I cheated on a girl Ive been with for a little over a year now. I had cheated on her once before and had thought it best if she just didn't find out, and she never did. I cheated again on new years, the second and last time. I was at a party and got completely trashed, and this girl who went with my group and I hooked up. I was so trashed I did not really think about who was watching and if it would get back to my girlfriend. I told people I was on a break with my current girlfriend, which i was... she just wasn't aware of what break meant to me. That night I called my girlfriend to tell her we needed to break up. I told her I would much rather not hurt her by cheating on, and that I thought it was best if we broke up. It completely crushed her, not to mention the fact I did this on New years. I feel like a coward and a liar ( two things I know i am ). She never deserved what I did even though i had asked to be on a break. And now past all of that... when i go back to school I am apparently going to get the beat down of my life. I'm not afraid of being hurt, its just a sad thought so many people don't like me, i feel like i am alone. I told my girl friend what happened and she just cried. It broke my heart, but I think I did what was right by breaking up with her. I have no idea what my next steps should be. The girl I cheated with and I are probably going to date, but I think that will just make my life worse. I don't know what to do... 

baseball34 baseball34
18-21, M
1 Response Jan 2, 2008

I totally feel you man, I did exactly the same with my ex-girlfriend. And yes you are being a coward and a liar and its hard I know to not be as I was to.
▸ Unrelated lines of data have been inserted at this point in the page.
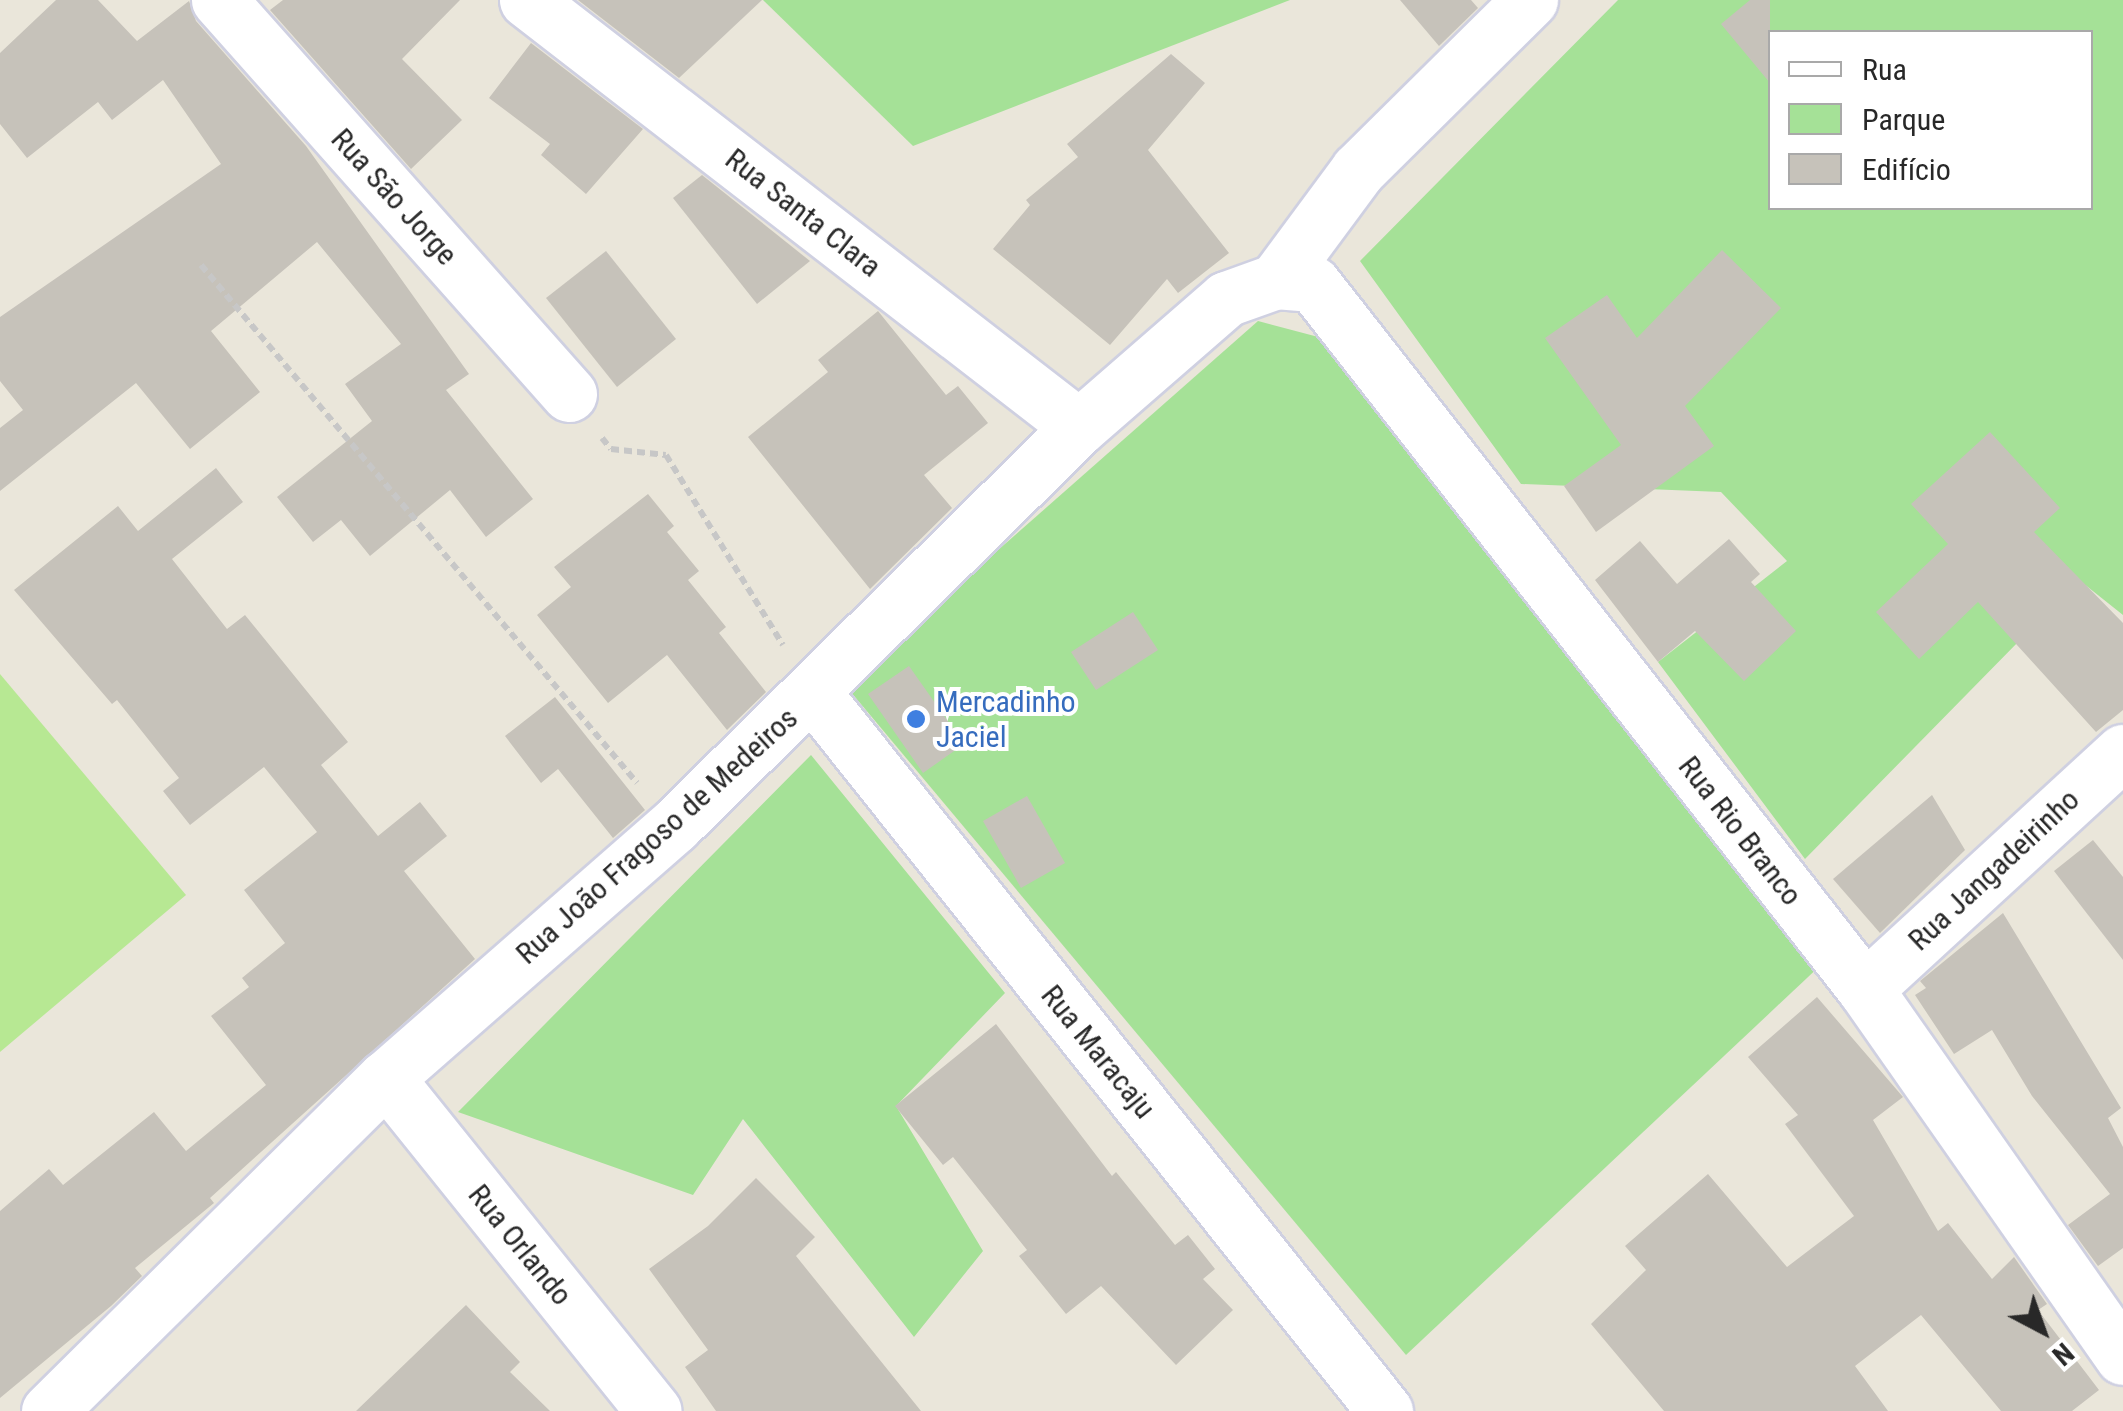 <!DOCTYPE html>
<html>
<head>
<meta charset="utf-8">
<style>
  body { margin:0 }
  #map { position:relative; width:2123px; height:1411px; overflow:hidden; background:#eae6da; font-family:"Roboto Condensed",sans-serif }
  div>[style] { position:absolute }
  .green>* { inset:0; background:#a5e197 }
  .pitch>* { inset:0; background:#b7e893 }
  .building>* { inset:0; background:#c6c2ba }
  .path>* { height:6px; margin-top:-3px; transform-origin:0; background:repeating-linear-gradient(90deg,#c7c7c7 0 8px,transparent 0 13px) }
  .roads { filter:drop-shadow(2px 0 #cfd0e1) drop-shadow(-2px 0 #cfd0e1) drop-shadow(0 2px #cfd0e1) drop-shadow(0 -2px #cfd0e1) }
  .street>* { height:55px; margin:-27.5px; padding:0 27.5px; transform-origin:27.5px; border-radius:27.5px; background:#fff }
  .dots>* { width:28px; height:28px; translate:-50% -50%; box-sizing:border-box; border:5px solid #fff; border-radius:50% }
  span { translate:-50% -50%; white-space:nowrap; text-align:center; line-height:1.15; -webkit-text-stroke:8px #fff; paint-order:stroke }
  .street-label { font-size:30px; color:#282828 }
  .shop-label { font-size:30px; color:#366cbe }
  .left { translate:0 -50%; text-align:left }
  .legend { position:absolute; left:1768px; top:30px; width:325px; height:180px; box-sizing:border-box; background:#fff; border:2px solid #a9a9a9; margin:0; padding:12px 18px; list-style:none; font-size:30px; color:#282828 }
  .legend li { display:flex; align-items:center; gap:20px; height:50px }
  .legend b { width:50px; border:2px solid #a9a9a9 }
  .north { position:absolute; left:1993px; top:1281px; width:100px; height:100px; -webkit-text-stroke:8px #fff; paint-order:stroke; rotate:139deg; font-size:28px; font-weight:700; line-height:40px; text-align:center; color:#282828 }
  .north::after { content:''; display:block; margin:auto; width:35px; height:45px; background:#282828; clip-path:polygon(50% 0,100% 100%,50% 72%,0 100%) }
</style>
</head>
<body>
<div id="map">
  <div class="green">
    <i style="clip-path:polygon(763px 0,1290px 0,913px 146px)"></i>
    <i style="clip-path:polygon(evenodd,1618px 0,2123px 0,2123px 615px,2079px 580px,1805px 859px,1658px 662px,1787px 561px,1721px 492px,1521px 484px,1360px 261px,1618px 0,1770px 32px,2090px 32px,2090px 208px,1770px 208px,1770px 32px)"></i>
    <i style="clip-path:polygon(1258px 321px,1360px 348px,1824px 962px,1406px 1355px,845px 685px)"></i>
    <i style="clip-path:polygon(811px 755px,1005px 993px,896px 1106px,983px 1251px,914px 1337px,743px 1119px,693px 1195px,458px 1112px)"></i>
  </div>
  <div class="pitch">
    <i style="clip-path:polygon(0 674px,186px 895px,0 1052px)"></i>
  </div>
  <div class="building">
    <i style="clip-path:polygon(56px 0,98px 0,137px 41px,189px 1px,196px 21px,306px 146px,469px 374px,446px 390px,533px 499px,486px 537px,450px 490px,370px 556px,341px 520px,313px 542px,277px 497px,372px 421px,345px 384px,401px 344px,317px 242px,211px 331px,260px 392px,190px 449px,136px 383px,0 491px,0 428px,23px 410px,0 381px,0 317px,221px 164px,163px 80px,112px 120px,98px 102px,27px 158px,0 124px,0 53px)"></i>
    <i style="clip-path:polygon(283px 0,460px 0,402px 59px,462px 120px,411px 169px,270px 10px)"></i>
    <i style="clip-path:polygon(578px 0,762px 0,679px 78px)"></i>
    <i style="clip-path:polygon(1400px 0,1471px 0,1478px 8px,1439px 46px)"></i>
    <i style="clip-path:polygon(1750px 0,1770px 0,1770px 83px,1721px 24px)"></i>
    <i style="clip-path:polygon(531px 43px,643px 129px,586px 194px,541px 155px,550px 144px,489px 98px)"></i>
    <i style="clip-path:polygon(1171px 54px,1205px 83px,1148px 150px,1229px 253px,1178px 293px,1167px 279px,1110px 345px,993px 249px,1030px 205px,1026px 200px,1078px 157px,1067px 144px)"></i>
    <i style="clip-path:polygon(702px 175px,810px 261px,757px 304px,673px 198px)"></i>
    <i style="clip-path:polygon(1722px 250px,1781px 308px,1685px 406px,1714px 446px,1596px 532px,1564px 486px,1621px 445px,1545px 338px,1607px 295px,1637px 338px)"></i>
    <i style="clip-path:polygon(606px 251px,676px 339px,617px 387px,546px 298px)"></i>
    <i style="clip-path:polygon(878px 311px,946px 395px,958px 386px,988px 423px,924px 475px,952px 508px,870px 589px,748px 437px,828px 372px,818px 360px)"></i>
    <i style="clip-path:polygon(1990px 432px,2060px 508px,2034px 532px,2123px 623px,2123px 710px,2096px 732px,1978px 602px,1919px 659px,1876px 612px,1948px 544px,1911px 504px)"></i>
    <i style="clip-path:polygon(216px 468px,243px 502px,172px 559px,227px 629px,245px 615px,348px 742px,321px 765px,378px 836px,420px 802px,447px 836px,404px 871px,475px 959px,210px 1198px,214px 1203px,135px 1268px,142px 1276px,111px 1306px,0 1398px,0 1211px,49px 1169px,63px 1185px,154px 1112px,186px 1151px,266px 1085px,211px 1016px,249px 987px,242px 978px,285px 943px,244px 890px,317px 832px,264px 767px,190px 825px,163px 791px,179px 778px,117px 700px,112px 704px,14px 590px,118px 506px,138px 531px)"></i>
    <i style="clip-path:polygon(648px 494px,674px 526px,667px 532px,699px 571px,688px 580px,726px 627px,719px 633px,766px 692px,727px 730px,667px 655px,608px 703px,537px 615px,571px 587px,554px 567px)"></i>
    <i style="clip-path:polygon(1729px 539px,1760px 574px,1751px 582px,1796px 631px,1744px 681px,1695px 631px,1658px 662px,1595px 580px,1640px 541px,1677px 584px)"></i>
    <i style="clip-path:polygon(1133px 612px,1158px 650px,1096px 690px,1071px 652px)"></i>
    <i style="clip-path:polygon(909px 666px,964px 744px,923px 773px,868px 694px)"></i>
    <i style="clip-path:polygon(555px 697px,645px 810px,613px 838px,558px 769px,541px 783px,505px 736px)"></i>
    <i style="clip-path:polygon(1932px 795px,1965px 850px,1880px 933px,1833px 879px)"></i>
    <i style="clip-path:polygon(1027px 796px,1065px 863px,1021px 888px,983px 821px)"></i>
    <i style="clip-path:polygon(2093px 840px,2123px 877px,2123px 960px,2054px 871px)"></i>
    <i style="clip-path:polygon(2003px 913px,2121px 1108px,2108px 1118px,2123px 1147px,2123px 1248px,2098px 1266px,2068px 1225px,2110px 1194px,2032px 1096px,1992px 1030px,1954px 1054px,1915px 995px,1926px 988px,1920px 981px)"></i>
    <i style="clip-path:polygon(1817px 997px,1903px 1097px,1873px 1120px,1938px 1231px,1948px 1223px,1992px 1279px,2014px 1257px,2047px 1304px,2038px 1310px,2099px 1390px,2072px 1411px,2001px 1411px,1921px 1315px,1855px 1366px,1888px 1411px,1664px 1411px,1591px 1324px,1646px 1270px,1625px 1246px,1708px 1174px,1787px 1267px,1854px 1216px,1785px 1124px,1798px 1115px,1748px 1057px)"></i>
    <i style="clip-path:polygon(996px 1024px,1112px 1176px,1116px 1172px,1175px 1245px,1188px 1235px,1215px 1269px,1203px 1279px,1233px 1310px,1176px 1365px,1101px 1286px,1066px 1314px,1019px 1256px,1027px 1250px,953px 1157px,943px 1165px,895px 1106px)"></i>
    <i style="clip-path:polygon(756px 1178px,815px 1237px,796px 1256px,921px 1411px,716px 1411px,685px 1367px,708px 1350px,649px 1269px,708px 1226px)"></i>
    <i style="clip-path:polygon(466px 1305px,520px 1362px,510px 1372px,550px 1411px,356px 1411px)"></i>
  </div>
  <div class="path">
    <i style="left:201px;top:265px;width:677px;rotate:49.91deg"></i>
    <i style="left:602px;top:438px;width:14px;rotate:51deg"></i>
    <i style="left:611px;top:449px;width:55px;rotate:6.2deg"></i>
    <i style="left:666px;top:455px;width:223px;rotate:58.4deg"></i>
  </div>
  <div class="roads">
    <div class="street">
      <i style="left:219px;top:0;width:527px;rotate:48.38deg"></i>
      <i style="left:527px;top:0;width:698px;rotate:37.72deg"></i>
      <i style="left:1276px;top:281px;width:138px;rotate:-53.5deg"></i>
      <i style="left:1358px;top:170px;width:242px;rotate:-44.7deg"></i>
      <i style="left:813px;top:693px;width:918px;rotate:51.46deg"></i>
      <i style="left:1865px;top:989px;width:350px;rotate:-42.6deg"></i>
      <i style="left:386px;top:1078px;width:427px;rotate:51.2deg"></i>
      <i style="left:49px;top:1411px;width:474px;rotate:-44.7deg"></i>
      <i style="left:386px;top:1078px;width:383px;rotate:-41.2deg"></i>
      <i style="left:674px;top:826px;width:569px;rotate:-44.57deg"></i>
      <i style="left:1079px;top:427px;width:195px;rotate:-41deg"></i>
      <i style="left:1226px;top:299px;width:53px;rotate:-19.8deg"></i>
      <i style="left:1276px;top:281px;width:37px;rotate:5deg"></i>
      <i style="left:1313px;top:284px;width:895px;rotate:51.94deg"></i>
      <i style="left:1865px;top:989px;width:449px;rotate:55deg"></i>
    </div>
  </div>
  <div class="dots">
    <i style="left:916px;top:719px;background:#3f7fe0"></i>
  </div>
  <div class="street-label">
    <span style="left:394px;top:197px;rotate:48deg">Rua São Jorge</span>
    <span style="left:803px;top:213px;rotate:38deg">Rua Santa Clara</span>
    <span style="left:1740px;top:831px;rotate:52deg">Rua Rio Branco</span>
    <span style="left:657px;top:836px;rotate:-42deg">Rua João Fragoso de Medeiros</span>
    <span style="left:1994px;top:870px;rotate:-43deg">Rua Jangadeirinho</span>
    <span style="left:1098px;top:1052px;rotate:51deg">Rua Maracaju</span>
    <span style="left:520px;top:1245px;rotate:51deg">Rua Orlando</span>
  </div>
  <div class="shop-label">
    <span class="left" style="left:936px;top:719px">Mercadinho<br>Jaciel</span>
  </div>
  <ul class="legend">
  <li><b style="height:12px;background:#fff"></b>Rua</li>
  <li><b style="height:28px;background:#a5e197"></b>Parque</li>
  <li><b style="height:28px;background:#c6c2ba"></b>Edifício</li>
  </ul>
  <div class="north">N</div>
</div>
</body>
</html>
I understand you were trashed but you need to have iron solid principles about your relationships like not cheating and not lying. If you follow an honest set of principles you wont need to be a coward and a liar in the future. A solution for now - well what I did was to cease entirely communication with my ex-girlfriend and stop seeing the girl I cheated on her with. I made a clean break and I had low time for a couple of months where despite having no more troubles with it anymore I was plagued with constant guilt/shame and a sense of unworthiness. I think that this will also bug you to. You just have to deal with it. You could decide to also be more choosy in your women, or find the one you love even so that you dont feel tempted to cheat on one that perhaps you dont care about so much and I think you'll start to feel better and more centred.